Speech contains two to three phonemes in 400 msec, for instance,
and the spectrum varies corresponding to the number of phonemes.
FIG. 1 is a graph showing the number of peaks indicating large
spectrum variations in the unit time (400 msec, which is defined as
the analysis frame length F) measured for many frames. Eight pieces
of speech data by reading were used. In FIG. 1 the abscissa
represents the number of times the spectrum variation exceeded a
value 0.5 per frame and the ordinate the rate at which the
respective numbers of peaks were counted. As is evident from FIG.

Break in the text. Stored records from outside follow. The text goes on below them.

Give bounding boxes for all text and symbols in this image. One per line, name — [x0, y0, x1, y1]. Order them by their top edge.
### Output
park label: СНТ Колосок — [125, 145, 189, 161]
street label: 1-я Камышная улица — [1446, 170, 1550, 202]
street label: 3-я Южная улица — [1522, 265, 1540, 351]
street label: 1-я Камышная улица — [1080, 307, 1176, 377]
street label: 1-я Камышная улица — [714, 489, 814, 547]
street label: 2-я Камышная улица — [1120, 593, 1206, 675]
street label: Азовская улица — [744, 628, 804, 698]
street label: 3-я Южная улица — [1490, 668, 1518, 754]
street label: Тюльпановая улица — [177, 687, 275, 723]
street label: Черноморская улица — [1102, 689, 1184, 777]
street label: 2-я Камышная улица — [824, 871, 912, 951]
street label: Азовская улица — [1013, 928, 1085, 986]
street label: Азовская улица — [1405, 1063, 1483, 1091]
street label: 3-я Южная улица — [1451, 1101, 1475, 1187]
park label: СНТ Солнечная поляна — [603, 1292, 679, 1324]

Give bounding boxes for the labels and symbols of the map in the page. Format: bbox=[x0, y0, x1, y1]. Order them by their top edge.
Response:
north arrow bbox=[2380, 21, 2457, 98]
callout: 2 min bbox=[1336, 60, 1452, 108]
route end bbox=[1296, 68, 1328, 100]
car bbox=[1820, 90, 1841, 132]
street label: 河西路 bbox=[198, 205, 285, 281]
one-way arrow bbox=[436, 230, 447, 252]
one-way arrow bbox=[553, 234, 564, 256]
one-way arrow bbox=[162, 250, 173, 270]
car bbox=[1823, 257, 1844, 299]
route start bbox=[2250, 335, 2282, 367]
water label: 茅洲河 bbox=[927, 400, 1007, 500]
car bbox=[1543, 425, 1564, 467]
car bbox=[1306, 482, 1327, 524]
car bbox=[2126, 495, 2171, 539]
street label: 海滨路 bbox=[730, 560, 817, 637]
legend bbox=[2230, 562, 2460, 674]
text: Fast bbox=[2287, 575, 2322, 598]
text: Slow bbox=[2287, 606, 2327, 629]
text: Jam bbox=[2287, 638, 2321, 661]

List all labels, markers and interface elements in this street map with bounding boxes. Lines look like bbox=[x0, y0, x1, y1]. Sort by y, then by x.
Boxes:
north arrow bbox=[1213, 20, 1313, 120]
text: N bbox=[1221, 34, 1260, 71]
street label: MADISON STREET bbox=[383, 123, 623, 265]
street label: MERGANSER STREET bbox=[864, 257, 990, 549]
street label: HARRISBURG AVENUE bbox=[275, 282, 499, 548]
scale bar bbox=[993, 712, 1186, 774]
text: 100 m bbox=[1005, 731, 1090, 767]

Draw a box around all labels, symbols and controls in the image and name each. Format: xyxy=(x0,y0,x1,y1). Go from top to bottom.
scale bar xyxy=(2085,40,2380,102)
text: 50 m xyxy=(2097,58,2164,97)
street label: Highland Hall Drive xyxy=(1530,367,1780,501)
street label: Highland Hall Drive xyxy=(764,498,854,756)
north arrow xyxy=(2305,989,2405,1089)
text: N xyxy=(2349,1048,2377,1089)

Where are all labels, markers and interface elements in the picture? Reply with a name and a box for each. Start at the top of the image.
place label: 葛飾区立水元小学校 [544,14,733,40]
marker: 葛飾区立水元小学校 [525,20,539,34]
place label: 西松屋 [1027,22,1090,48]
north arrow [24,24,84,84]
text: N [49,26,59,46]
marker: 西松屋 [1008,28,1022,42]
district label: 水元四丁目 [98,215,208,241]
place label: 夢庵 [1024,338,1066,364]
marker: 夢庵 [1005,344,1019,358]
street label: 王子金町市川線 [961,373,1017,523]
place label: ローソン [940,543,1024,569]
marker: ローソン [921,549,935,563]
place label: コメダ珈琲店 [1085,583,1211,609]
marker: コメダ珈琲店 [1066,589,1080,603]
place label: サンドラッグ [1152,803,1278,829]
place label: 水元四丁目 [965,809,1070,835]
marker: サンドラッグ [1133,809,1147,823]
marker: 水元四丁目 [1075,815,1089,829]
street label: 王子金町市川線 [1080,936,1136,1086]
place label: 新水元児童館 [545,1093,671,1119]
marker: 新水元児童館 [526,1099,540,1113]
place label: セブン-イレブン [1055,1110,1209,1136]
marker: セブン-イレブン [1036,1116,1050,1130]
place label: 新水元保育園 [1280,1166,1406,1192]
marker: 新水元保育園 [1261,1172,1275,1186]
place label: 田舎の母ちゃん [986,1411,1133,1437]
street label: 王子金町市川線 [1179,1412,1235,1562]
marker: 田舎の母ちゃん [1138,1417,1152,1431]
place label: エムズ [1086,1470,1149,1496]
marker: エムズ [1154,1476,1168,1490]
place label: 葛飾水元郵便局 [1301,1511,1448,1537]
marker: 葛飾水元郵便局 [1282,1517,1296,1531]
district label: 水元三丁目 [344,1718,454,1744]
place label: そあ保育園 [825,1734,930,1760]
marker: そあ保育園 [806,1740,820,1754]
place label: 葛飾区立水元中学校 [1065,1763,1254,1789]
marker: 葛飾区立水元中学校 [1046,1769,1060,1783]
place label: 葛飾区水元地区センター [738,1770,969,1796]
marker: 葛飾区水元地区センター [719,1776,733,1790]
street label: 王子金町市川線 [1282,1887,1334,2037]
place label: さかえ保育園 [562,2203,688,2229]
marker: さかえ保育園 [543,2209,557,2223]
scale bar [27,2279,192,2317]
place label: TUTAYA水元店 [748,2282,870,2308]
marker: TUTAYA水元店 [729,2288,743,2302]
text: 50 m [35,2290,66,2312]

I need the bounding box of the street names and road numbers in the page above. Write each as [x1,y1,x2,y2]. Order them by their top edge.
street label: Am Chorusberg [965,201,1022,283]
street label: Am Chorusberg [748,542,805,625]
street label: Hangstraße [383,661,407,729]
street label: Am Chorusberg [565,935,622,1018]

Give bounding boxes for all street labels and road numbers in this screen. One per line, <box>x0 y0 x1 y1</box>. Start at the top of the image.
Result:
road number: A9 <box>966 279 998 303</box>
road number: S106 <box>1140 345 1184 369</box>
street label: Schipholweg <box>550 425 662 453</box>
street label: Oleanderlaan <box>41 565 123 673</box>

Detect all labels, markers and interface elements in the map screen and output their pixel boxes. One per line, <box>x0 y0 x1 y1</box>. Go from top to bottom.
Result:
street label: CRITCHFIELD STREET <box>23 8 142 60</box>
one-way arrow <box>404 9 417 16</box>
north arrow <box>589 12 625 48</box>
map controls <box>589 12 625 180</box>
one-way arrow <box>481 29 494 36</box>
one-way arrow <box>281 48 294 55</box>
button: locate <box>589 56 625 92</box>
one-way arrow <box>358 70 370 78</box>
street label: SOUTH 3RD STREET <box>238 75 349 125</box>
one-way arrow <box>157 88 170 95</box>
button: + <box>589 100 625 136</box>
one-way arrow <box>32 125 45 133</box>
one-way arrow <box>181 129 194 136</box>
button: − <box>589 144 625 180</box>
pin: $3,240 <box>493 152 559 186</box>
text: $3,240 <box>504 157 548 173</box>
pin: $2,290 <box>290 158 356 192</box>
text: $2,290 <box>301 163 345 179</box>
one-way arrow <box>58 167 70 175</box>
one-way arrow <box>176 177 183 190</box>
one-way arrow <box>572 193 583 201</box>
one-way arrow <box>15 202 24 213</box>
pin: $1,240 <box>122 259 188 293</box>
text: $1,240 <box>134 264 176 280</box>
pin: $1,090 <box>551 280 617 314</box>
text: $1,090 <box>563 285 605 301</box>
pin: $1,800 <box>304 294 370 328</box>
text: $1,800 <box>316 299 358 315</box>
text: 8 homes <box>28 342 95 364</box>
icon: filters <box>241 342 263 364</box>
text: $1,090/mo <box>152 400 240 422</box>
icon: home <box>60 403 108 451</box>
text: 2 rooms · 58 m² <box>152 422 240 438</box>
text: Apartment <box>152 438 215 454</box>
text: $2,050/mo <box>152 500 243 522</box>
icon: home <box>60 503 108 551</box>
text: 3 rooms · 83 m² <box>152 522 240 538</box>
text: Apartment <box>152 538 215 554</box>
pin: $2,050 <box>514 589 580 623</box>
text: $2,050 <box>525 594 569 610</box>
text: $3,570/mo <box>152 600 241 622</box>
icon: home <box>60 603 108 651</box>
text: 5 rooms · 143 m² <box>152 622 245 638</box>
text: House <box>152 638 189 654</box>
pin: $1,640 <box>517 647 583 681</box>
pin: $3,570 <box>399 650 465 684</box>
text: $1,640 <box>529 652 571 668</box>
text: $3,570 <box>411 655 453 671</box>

1, the number of peaks per frame is distributed from once to five
times. Though differing with the threshold value used to determine
peaks or the speech data used, this distribution is characteristic
of speech sounds. Thus, when the spectrum of the input signal
varies once to five times in the 400 msec period, it can be decided
as a speech signal period. The variation in the spectrum (feature
vector) represents the inclination of the time sequence C(t) of
feature vectors at each point in time.
FIG. 2 illustrates an embodiment of the present invention. A signal
S input via a signal input terminal 11 is converted by an A/D
converting part 12 to a digital signal. An acoustic feature
extracting part 13 calculates the acoustic feature of the converted
digital signal, such as its LPC or FFT cepstrums. A dynamic measure
calculating part 14 calculates the amount of change in the spectrum
from the LPC cepstrum sequence. That is, the LPC cepstrum is
obtained every 10 msec by performing the LPC analysis of the input
signal for each analysis window of, for example, a 20 msec time
width as shown on Row A in FIG. 3, by which a sequence of LPC
cepstrums C(0), C(1), C(2), . . . is obtained as shown on row B in
FIG. 3. Each time the LPC cepstrum C(t) is obtained, the delta
cepstrum A(t) is calculated by Eq. (4) from 2n+1 latest LPC
cepstrums as shown on Row C in FIG. 3. FIG. 3 shows the case where
n=1. Next, each time the delta cepstrum A(t) is obtained, the
dynamic measure D(t) is calculated by Eq. (5) as depicted on Row D
in FIG. 3.
By performing the above-described processing over the analysis
frame F of a 400 msec time length considered to contain a plurality
of phonemes, 40 dynamic measures D(t) are obtained. A speech period
detecting part 15 counts the number of peaks of those of the
dynamic measures D(t) which exceed the threshold value D.sub.th and
provides the count value as the frequency S.sub.F of the spectrum
variation. Alternatively, the sum total of the dynamic measures
D(t) over the analysis frame F is calculated and is defined as the
frequency S.sub.F of the spectrum variation.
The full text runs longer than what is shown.